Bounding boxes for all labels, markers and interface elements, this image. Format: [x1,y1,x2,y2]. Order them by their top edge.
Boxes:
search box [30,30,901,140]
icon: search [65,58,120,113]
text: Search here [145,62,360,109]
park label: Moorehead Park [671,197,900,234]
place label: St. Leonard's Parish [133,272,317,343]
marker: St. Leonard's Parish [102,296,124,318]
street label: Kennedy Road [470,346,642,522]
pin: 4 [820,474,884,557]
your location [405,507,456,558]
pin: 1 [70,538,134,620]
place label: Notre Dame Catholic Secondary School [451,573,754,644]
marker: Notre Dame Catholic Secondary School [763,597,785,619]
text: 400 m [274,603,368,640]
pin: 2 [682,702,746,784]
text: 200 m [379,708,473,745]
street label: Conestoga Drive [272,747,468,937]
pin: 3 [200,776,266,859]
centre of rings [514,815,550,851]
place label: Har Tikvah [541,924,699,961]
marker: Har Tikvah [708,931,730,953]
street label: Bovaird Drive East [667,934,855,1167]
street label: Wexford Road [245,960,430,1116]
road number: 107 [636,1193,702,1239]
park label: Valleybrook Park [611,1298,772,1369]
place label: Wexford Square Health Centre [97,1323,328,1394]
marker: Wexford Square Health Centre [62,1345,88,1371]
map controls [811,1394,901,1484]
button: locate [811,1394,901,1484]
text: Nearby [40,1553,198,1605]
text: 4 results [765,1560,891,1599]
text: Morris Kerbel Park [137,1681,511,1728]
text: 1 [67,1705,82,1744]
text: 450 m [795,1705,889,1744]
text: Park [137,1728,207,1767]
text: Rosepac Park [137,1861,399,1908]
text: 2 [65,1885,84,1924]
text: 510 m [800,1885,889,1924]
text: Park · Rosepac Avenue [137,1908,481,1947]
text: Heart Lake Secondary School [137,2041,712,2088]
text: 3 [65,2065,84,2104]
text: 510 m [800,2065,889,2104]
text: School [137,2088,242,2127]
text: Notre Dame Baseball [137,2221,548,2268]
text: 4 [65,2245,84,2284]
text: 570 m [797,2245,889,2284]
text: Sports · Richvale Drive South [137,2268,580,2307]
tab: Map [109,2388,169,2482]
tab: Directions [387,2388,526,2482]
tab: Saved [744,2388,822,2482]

- - - -

- **Exercise goal**:
Return all lines from the entries that contain the string "Parish".

- **Answer to the problem**:
place label: St. Leonard's Parish [133,272,317,343]
marker: St. Leonard's Parish [102,296,124,318]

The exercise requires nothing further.